|
Chcesz wiedzieć więcej? Zamów dobrą książkę. Propozycje Racjonalisty: | | |
|
|
|
|
Kościół i Katolicyzm » Historia Kościoła » Mroczne karty historii KK
Pogromcy świętych gajów Autor tekstu: Mariusz Agnosiewicz
Zagłada rodzimych wierzeń w Polsce
W Wyroczni słowiańskiej Lech Emfazy Stefański
pisze o Słowiańszczyźnie: „religijna 'rewolucja' w X wieku, brutalnie
niszcząc wszystko, co wiązało się ze światem duchowym naszych praprzodków,
odcięła nas od korzeni, chrześcijańscy misjonarze zachowali się u nas jak
barbarzyńscy najeźdźcy. Zrobili z Mieszkowej Polski istny 'duchowy Obóz
Zagłady'. Trzeba przyznać, że im się udało. Nie ocalało prawie nic".
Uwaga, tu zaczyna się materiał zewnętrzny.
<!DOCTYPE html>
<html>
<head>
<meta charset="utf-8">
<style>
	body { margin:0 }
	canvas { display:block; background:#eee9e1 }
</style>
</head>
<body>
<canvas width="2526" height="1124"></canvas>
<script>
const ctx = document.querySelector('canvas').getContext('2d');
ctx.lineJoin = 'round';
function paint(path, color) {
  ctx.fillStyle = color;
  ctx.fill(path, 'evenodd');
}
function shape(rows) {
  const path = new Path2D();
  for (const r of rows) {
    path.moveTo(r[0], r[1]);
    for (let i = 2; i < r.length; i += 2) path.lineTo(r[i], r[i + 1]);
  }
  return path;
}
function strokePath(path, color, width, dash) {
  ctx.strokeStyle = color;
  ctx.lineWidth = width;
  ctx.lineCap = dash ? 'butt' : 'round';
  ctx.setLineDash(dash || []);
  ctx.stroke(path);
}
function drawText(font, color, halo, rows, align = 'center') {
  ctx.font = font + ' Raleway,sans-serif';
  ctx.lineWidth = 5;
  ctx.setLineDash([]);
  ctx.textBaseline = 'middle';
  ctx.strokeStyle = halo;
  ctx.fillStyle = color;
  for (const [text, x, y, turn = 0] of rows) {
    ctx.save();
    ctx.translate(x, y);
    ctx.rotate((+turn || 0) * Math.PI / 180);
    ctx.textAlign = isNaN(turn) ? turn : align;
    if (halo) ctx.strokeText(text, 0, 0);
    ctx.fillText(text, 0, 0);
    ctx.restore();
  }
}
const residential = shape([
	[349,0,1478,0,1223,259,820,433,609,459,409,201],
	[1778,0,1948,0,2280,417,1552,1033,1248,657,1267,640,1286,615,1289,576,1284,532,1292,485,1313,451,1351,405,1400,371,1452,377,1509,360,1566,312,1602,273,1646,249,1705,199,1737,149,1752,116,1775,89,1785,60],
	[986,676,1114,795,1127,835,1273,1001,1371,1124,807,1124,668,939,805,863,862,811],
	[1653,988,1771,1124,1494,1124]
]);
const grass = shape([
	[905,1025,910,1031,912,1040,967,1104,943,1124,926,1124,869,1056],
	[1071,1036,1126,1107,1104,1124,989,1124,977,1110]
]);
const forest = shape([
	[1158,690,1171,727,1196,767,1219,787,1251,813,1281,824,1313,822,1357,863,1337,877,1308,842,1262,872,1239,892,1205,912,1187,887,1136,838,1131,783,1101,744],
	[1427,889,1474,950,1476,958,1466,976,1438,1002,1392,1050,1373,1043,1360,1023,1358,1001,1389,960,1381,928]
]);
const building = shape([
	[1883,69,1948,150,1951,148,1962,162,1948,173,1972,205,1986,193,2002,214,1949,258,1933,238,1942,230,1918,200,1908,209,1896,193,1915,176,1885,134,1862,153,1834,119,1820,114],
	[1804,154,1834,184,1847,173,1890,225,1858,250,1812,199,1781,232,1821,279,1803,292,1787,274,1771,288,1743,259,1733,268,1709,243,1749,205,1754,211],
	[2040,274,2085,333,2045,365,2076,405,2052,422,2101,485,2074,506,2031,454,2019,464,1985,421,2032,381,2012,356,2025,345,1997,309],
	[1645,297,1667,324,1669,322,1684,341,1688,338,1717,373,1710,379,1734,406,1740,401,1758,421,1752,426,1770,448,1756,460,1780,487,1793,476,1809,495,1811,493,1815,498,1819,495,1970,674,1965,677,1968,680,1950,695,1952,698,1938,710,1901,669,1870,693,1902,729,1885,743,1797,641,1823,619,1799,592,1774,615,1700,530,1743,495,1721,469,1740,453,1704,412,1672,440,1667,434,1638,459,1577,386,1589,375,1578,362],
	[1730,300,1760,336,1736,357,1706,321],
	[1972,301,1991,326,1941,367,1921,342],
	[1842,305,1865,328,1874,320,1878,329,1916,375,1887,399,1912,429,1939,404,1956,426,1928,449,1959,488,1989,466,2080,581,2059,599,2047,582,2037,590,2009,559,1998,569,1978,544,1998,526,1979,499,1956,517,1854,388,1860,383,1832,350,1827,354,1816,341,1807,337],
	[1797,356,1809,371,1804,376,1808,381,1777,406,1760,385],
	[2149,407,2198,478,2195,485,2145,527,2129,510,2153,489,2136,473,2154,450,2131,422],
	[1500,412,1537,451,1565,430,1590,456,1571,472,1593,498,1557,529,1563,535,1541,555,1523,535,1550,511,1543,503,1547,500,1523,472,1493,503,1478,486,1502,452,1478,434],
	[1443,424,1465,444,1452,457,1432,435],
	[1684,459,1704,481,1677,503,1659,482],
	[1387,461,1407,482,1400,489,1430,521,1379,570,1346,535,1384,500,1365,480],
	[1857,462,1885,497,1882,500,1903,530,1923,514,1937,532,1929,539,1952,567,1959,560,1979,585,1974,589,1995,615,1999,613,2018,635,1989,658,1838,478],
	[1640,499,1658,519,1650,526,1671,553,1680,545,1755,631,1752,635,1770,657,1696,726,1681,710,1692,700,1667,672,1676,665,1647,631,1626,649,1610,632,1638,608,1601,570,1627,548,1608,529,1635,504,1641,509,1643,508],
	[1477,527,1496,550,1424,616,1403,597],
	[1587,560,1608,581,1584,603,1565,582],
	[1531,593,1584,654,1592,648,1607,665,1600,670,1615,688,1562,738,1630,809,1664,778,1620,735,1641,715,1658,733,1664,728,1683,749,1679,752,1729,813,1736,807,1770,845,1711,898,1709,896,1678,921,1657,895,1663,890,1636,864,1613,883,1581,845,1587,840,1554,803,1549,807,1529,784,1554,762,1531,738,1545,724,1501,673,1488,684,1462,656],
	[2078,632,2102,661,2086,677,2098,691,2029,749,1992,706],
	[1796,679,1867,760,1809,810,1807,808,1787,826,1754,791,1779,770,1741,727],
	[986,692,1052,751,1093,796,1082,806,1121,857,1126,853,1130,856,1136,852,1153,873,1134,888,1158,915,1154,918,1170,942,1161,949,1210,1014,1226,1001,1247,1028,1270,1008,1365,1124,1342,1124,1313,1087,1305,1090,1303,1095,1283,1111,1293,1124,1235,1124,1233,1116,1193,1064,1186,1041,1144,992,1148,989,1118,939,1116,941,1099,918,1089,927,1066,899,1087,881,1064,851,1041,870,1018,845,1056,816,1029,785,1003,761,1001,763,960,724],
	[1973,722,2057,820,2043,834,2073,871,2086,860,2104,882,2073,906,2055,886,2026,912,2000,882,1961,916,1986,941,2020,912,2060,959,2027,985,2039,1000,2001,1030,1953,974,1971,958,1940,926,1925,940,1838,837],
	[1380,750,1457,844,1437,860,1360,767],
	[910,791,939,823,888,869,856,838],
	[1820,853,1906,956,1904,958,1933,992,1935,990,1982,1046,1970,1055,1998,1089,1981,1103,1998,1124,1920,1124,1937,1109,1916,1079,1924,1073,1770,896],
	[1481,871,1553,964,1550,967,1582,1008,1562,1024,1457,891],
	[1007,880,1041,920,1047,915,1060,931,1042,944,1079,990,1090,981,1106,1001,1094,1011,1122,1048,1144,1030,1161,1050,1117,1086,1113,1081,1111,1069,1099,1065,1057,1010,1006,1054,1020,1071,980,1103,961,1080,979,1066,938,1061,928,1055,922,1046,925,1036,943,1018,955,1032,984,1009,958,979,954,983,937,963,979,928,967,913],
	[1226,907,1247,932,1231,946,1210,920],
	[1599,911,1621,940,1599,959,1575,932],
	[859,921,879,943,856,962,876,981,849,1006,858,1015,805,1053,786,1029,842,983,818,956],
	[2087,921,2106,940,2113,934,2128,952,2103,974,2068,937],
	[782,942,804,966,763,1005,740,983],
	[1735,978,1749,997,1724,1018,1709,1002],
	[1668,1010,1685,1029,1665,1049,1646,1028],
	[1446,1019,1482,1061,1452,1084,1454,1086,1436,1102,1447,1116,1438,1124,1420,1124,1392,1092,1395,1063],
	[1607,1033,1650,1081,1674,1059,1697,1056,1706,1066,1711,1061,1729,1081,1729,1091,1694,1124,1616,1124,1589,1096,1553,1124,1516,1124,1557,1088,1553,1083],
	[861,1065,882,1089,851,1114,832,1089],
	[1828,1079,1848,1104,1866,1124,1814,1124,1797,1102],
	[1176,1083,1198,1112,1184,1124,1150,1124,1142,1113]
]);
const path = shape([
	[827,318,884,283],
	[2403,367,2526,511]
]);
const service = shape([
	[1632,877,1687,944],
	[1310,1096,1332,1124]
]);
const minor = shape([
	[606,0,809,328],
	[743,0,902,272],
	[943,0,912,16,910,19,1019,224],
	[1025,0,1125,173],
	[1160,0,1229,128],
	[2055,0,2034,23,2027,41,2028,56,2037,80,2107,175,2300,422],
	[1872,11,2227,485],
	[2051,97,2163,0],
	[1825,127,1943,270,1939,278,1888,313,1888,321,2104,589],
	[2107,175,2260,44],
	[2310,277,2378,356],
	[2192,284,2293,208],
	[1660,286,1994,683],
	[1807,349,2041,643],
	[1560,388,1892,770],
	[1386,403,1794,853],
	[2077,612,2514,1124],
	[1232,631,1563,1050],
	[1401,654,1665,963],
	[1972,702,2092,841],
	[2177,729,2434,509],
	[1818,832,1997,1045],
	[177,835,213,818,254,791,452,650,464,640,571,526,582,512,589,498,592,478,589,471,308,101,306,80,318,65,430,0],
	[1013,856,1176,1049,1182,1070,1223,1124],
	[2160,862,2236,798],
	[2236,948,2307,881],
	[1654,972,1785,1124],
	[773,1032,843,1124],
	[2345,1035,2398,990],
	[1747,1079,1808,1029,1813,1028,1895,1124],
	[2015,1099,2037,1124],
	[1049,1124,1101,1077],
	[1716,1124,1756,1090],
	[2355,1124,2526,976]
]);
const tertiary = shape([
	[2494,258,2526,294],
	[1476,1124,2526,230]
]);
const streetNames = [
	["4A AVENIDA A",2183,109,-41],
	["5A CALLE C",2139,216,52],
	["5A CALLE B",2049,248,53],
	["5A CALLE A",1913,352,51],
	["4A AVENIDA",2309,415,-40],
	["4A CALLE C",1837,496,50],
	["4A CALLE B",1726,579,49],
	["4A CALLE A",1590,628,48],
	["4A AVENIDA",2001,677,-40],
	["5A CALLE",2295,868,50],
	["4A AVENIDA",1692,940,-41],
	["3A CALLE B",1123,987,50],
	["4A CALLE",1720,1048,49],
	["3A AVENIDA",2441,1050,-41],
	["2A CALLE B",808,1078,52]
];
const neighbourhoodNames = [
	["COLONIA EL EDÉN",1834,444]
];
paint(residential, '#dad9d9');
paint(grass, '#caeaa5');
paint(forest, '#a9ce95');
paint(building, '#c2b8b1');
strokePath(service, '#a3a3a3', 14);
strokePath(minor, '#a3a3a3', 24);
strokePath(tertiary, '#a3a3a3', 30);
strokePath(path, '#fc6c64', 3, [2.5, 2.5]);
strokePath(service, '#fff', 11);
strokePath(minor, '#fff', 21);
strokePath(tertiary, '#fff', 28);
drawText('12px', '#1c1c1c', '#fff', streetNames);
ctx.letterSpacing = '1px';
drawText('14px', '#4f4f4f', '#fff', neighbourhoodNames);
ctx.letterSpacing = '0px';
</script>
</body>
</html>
Ta ostra i podszyta ideowym żarem opinia w dużej jednak
mierze wydaje się być prawdziwa. O ile rozumiem sentymenty miłośników
rodzimych wierzeń słowiańskich, które tak konsekwentnie zostały
unicestwione, że w zasadzie nic pewnego dziś o nich powiedzieć nie można a wszelkie rozprawy doktorskie o wierzeniach słowiańskich skazane są na
spekulacje, o tyle nader wątpliwa wydaje się hipoteza czy raczej taka wizja Słowiańszczyzny,
która uchowałaby się przed pogromem chrześcijańskim. Jedno jest wszakże pewne: „Polacy", czyli plemiona żyjące
podówczas wokół Odry i Wisły, nie byli zainteresowani chrześcijaństwem, które
musiało im być siłą narzucone, jako religia państwowa, drogą odgórnych
zarządzeń. W tzw. chrystianizacjach nieodmiennie siła miecza liczyła się
niepomiernie bardziej niż siła „Słowa Bożego". Czasami słyszy się
opinie o tym, jakoby chrześcijaństwo w Polsce zostało zaprowadzone
„pokojowo", znaczy to jednak tylko tyle, że bez zewnętrznej zbrojnej
interwencji, jak w przypadku chrystianizacji np. Sasów, nie znaczy to jednak,
że był to proces bez przymusu i bez przemocy. Jak pisze o naszym kraju
niemiecki kronikarz Thietmar: "Ich pierwszy biskup Jordan ciężką miał z nimi pracę, zanim niezmordowany w wysiłkach nakłonił ich słowem i czynem do
uprawiania winnicy Pańskiej" (IV,56). Proces chrystianizacji naszego kraju miał miejsce między
IX/X a XIV/XV w., czyli przez kilkaset lat. Został naznaczony przymusowym
chrztem władcy Wiślan, przyjęciem chrztu przez władcę Polan, następnie
bardzo powolnym procesem chrystianizacji społeczeństwa, które wielokrotnie
stawiało temu czynny opór, czasami w formach, które przez komentatorów
historycznych bywają nazywane „powstaniami". Proces zakończył się
wyparciem ze świadomości społecznej całej tradycji religijnej, która częściowo
została zniszczona, a częściowo przeformułowana i wchłonięta do systemu
chrześcijańskiego. Był to swego rodzaju Kulturkampf, który w odróżnieniu
tego XIX-wiecznego, po wielu wiekach zakończył się sukcesem. W dyskusji o tym trudno jest wydawać oceny, co było
„dobre" a co „złe" i wydaje się, że nader trudno jest w dyskusjach o „wojnach kulturowych" kierować się li tylko kryterium „korzystności".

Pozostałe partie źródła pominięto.